Dawkins speaks scoffingly of a personal God, as though it were entirely obvious exactly what this might mean. He seems to imagine God, if not exactly with a white beard, then at least as some kind of chap, however supersized. He asks how this chap can speak to billions of people simultaneously, which is rather like wondering why, if Tony Blair is an octopus, he has only two arms. For Judeo-Christianity, God is not a person in the sense that Al Gore arguably is. Nor is he a principle, an entity, or ‘existent’: in one sense of that word it would be perfectly coherent for religious types to claim that God does not in fact exist. He is, rather, the condition of possibility of any entity whatsoever, including ourselves. He is the answer to why there is something rather than nothing. God and the universe do not add up to two, any more than my envy and my left foot constitute a pair of objects.

This, not some super-manufacturing, is what is traditionally meant by the claim that God is Creator. He is what sustains all things in being by his love; and this would still be the case even if the universe had no beginning. To say that he brought it into being ex nihilo is not a measure of how very clever he is, but to suggest that he did it out of love rather than need. The world was not the consequence of an inexorable chain of cause and effect. Like a Modernist work of art, there is no necessity about it at all, and God might well have come to regret his handiwork some aeons ago. The Creation is the original acte gratuit. God is an artist who did it for the sheer love or hell of it, not a scientist at work on a magnificently rational design that will impress his research grant body no end.
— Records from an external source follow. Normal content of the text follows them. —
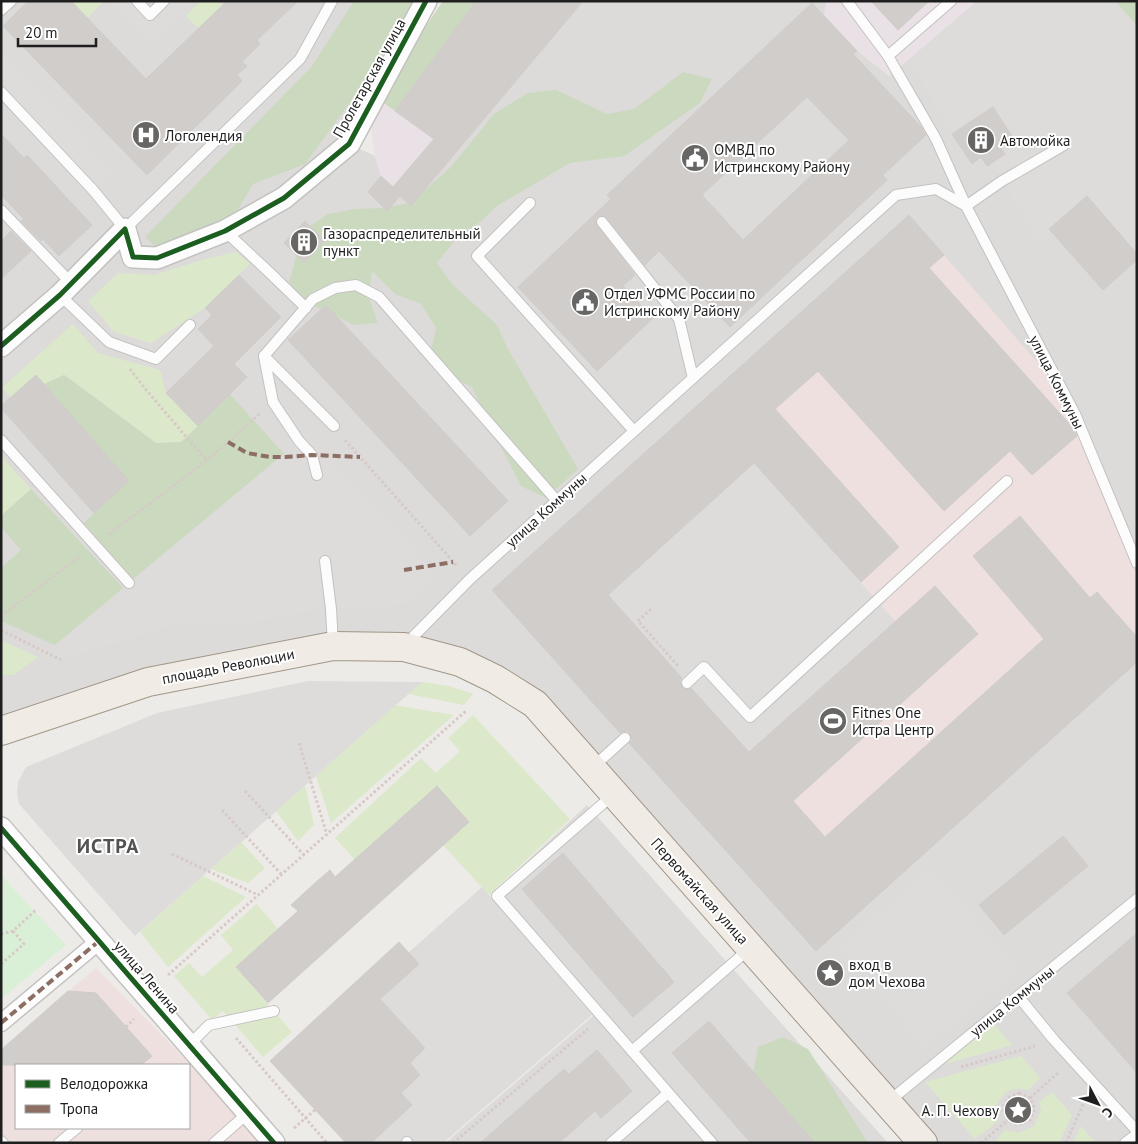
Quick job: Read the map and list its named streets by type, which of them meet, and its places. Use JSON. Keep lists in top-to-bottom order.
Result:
{
  "streets": {
    "main road": ["площадь Революции", "Первомайская улица"],
    "street": ["Пролетарская улица", "улица Ленина"],
    "lane": ["улица Коммуны"]
  },
  "crossings": [
    ["улица Коммуны", "площадь Революции"],
    ["улица Коммуны", "Первомайская улица"],
    ["площадь Революции", "Первомайская улица"]
  ],
  "districts": ["ИСТРА"],
  "places": {
    "hospital": ["Логолендия"],
    "building": ["Автомойка", "Газораспределительный пункт"],
    "public building": ["ОМВД по Истринскому Району", "Отдел УФМС России по Истринскому Району"],
    "sports": ["Fitnes One Истра Центр"],
    "place": ["вход в дом Чехова", "А. П. Чехову"]
  },
  "legend": ["Велодорожка", "Тропа"],
  "scale_bar": "20 m",
  "north": "bottom right"
}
Because the universe is God’s, it shares in his life, which is the life of freedom. This is why it works all by itself, and why science and Richard Dawkins are therefore both possible. The same is true of human beings: God is not an obstacle to our autonomy and enjoyment but, as Aquinas argues, the power that allows us to be ourselves. Like the unconscious, he is closer to us than we are to ourselves. He is the source of our self-determination, not the erasure of it. To be dependent on him, as to be dependent on our friends, is a matter of freedom and fulfilment. Indeed, friendship is the word Aquinas uses to characterise the relation between God and humanity.

Dawkins, who is as obsessed with the mechanics of Creation as his Creationist opponents, understands nothing of these traditional doctrines. Nor does he understand that because God is transcendent of us (which is another way of saying that he did not have to bring us about), he is free of any neurotic need for us and wants simply to be allowed to love us. Dawkins’s God, by contrast, is Satanic. Satan (‘accuser’ in Hebrew) is the misrecognition of God as Big Daddy and punitive judge, and Dawkins’s God is precisely such a repulsive superego. This false consciousness is overthrown in the person of Jesus, who reveals the Father as friend and lover rather than judge. Dawkins’s Supreme Being is the God of those who seek to avert divine wrath by sacrificing animals, being choosy in their diet and being impeccably well behaved. They cannot accept the scandal that God loves them just as they are, in all their moral shabbiness. This is one reason St Paul remarks that the law is cursed. Dawkins sees Christianity in terms of a narrowly legalistic notion of atonement – of a brutally vindictive God sacrificing his own child in recompense for being offended – and describes the belief as vicious and obnoxious. It’s a safe bet that the Archbishop of Canterbury couldn’t agree more. It was the imperial Roman state, not God, that murdered Jesus.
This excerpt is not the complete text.